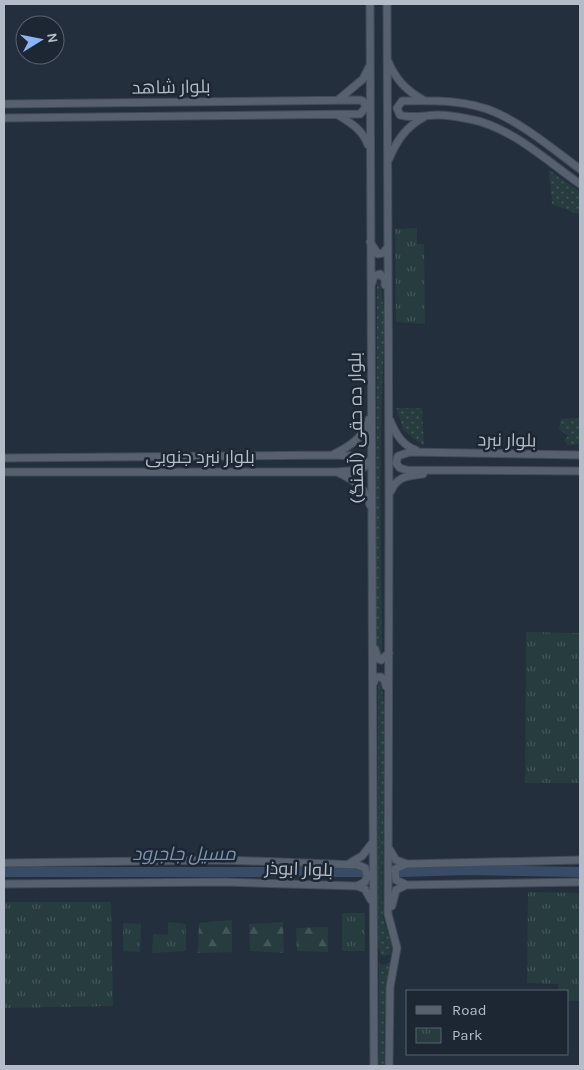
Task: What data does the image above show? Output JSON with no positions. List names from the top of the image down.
{
  "streets": {
    "main road": [
      "بلوار شاهد",
      "بلوار ده حقی (آهنگ)",
      "بلوار نبرد",
      "بلوار نبرد جنوبی",
      "بلوار ابوذر"
    ]
  },
  "crossings": [
    ["بلوار ده حقی (آهنگ)", "بلوار ابوذر"]
  ],
  "water": ["مسیل جاجرود"],
  "legend": ["Road", "Park"],
  "north": "right"
}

== == ==

▸ **ACTION ITEM**
From the first line to the last, write out the data exactly, dropping any pictures.

▸ **YOUR RESPONSE**
Task: What data does the image above show? Output JSON with no positions. List names from the top of the image down.
{
  "streets": {
    "main road": [
      "بلوار شاهد",
      "بلوار ده حقی (آهنگ)",
      "بلوار نبرد",
      "بلوار نبرد جنوبی",
      "بلوار ابوذر"
    ]
  },
  "crossings": [
    ["بلوار ده حقی (آهنگ)", "بلوار ابوذر"]
  ],
  "water": ["مسیل جاجرود"],
  "legend": ["Road", "Park"],
  "north": "right"
}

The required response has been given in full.